Sementara itu dalam budaya demokrasi, sifat korupsi mengikuti sifat kekuasaan demokratis, yaitu tersebar. Di sini tidak ada lagi “pusat korupsi”, melainkan unit-unit kecil yang menyebar sejalan dengan kebijakan desentralisasi. Tidak ada lagi “koruptor agung” yang duduk di ibu kota negara, sebab di daerah-daerah pun setiap orang punya kesempatan yang sama untuk korupsi. Dalam hal ini, korupsi bukan lagi imperatif sistem melainkan upaya dan kreativitas individu (man centered). Inilah yang menjelaskan kenapa akhir-akhir ini kita melihat banyak pejabat di daerah tersangkut kasus korupsi.

Kendati sifat korupsi saat ini tersebar dan lebih banyak kesempatan untuk melakukannya, namun dalam sistem demokrasi tersedia lebih banyak alat kontrol untuk mencegah praktik korupsi, yaitu pers bebas. Kebebasan pers yang kita miliki sekarang sebagai buah reformasi masih bisa diandalkan untuk mengawasi kinerja lembaga dan pejabat publik. Pers sangat berjasa dalam menginvestigasi dan mempublikasikan kasus-kasus korupsi—sesuatu yang sulit dibayangkan bisa terjadi di masa lalu.

Selain pers bebas, tentu saja kita juga harus mengakui bahwa pemerintah kita saat ini memiliki political will dan semangat yang tinggi untuk memberantas korupsi. Dibentuknya Komisi Pemberantasan Korupsi (KPK) dan ditangkapnya sejumlah elit dalam kasus korupsi, memperlihatkan hal itu. Pemerintah kita punya keinginan untuk mewujudkan clean government dan good governance. Masyarakat pun diimbau partisipasinya untuk aktif dalam melaporkan praktik-praktik korupsi dalam berbagai bentuknya yang dilakukan pejabat publik. Pendeknya, dalam sistem demokrasi kita memiliki semuanya untuk mencegah, menghentikan, dan mengubur dalam-dalam budaya dan praktik korupsi.

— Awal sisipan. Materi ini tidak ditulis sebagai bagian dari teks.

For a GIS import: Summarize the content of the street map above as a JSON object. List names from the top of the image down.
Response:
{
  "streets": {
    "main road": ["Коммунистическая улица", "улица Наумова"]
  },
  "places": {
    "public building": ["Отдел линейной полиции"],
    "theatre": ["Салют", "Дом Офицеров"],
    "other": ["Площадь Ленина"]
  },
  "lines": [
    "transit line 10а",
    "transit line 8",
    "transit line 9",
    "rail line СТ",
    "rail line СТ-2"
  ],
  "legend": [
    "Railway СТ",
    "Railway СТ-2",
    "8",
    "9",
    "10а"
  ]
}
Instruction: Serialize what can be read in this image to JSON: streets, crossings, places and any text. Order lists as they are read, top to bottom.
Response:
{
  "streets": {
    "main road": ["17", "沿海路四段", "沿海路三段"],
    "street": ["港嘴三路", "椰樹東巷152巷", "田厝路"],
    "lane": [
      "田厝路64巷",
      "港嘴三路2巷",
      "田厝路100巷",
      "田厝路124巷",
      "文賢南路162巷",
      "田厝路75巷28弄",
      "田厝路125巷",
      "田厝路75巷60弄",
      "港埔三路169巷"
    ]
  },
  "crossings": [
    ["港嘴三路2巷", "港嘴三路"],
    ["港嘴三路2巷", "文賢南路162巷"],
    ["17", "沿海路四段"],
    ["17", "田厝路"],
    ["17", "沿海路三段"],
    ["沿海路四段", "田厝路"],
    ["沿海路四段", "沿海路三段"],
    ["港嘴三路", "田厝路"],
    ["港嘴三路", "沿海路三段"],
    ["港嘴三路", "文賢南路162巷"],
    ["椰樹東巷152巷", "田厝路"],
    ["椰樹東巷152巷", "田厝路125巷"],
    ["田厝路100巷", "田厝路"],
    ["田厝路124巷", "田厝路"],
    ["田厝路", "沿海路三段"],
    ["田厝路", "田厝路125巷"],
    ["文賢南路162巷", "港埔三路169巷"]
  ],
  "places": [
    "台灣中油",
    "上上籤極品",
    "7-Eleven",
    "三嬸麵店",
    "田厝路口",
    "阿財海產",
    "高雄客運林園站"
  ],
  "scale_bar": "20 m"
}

Jika dalam kondisi seperti ini ternyata masih saja ada orang yang korupsi, mungkin kita harus meminjam penjelasan seorang ustadz di masjid. Korupsi, katanya, bukan soal sistem atau budaya melainkan soal moral. Maksudnya, moral yang serakah, yaitu dorongan untuk memperkaya diri secara membabi buta. Orang seperti ini tidak mencari uang untuk memenuhi kebutuhan hidup, melainkan untuk memuaskan nafsunya.

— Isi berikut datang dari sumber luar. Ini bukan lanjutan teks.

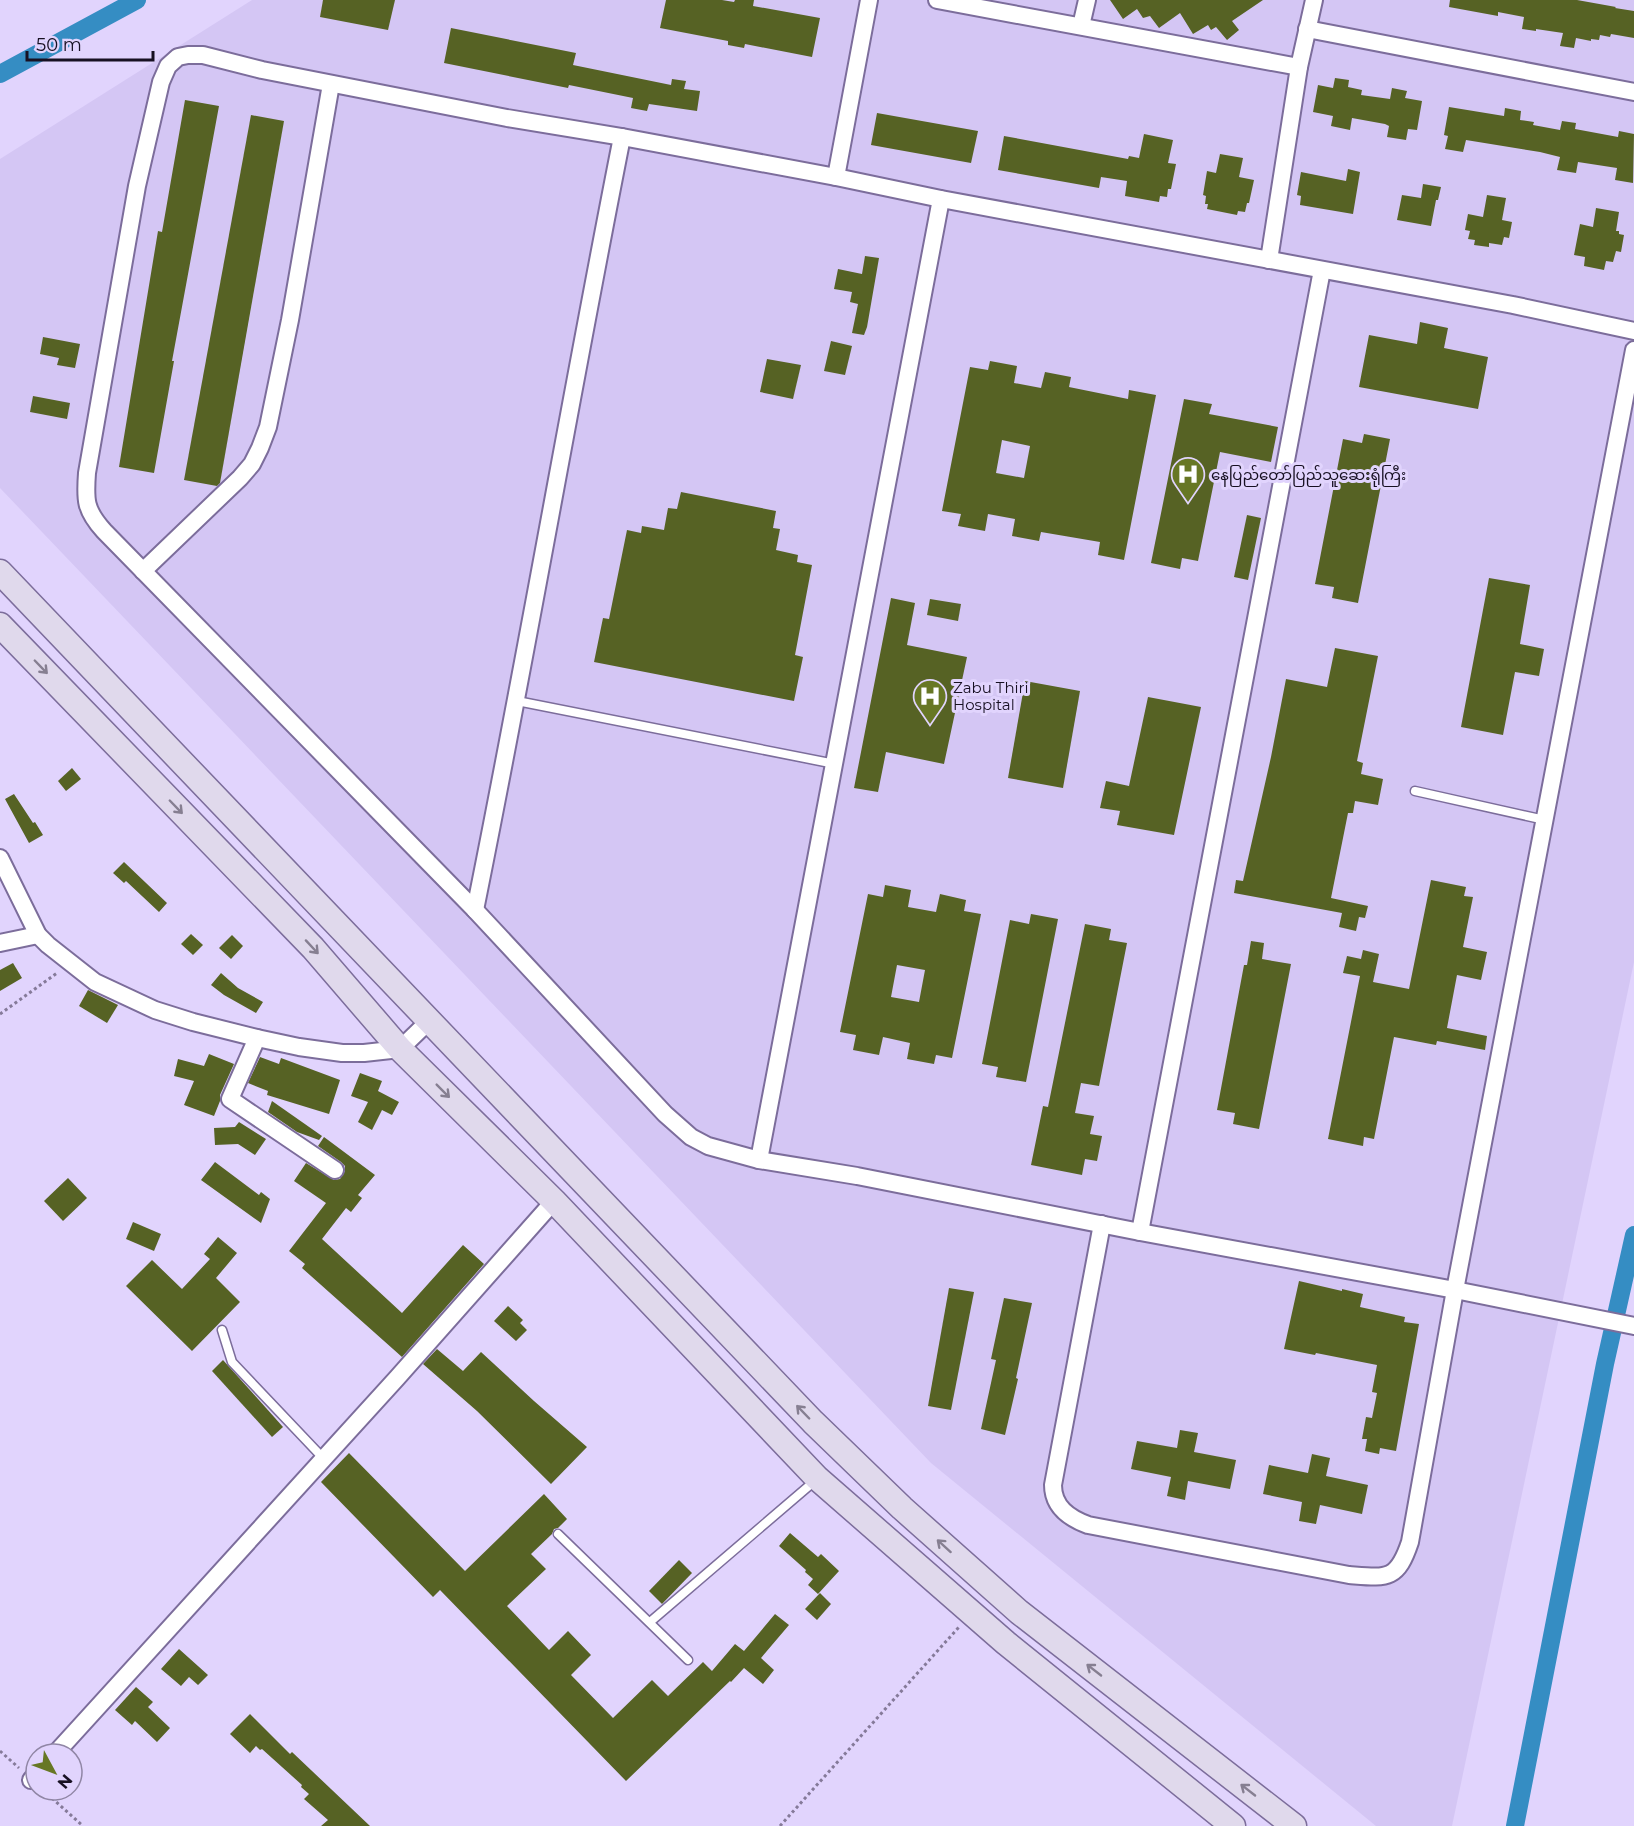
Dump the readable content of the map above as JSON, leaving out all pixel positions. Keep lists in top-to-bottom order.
{
  "places": {
    "hospital": ["နေပြည်တော်ပြည်သူဆေးရုံကြီး", "Zabu Thiri Hospital"]
  },
  "scale_bar": "50 m",
  "north": "bottom right"
}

Lalu, apa hukuman orang seperti ini? Kata ustadz, orang yang memakan harta orang lain secara tidak sah maka di akhirat nanti Tuhan akan menaruh tungku api yang menyala-nyala dalam tubuhnya. Api itu akan membakar seluruh tubuhnya dari dalam. Itu hukuman di akhirat, sedangkan hukuman di dunia, kata ustadz, orang yang memakan uang haram maka setiap sel yang ada di tubuhnya adalah tempat bersemayam setan-setan. Maka para koruptor tidak akan pernah menjadi baik sampai akhir hayatnya karena semua gerak tubuhnya, langkah kakinya, rasa hatinya, dan isi pikirannya, digerakkan oleh setan-setan yang bersemayam dalam sel-sel tubuhnya. Sungguh mengerikan penjelasan ustadz ini, bukan?

Komaruddin Hidayat
Rektor Universitas Islam Negeri (UIN) Syarif Hidayatullah, Jakarta.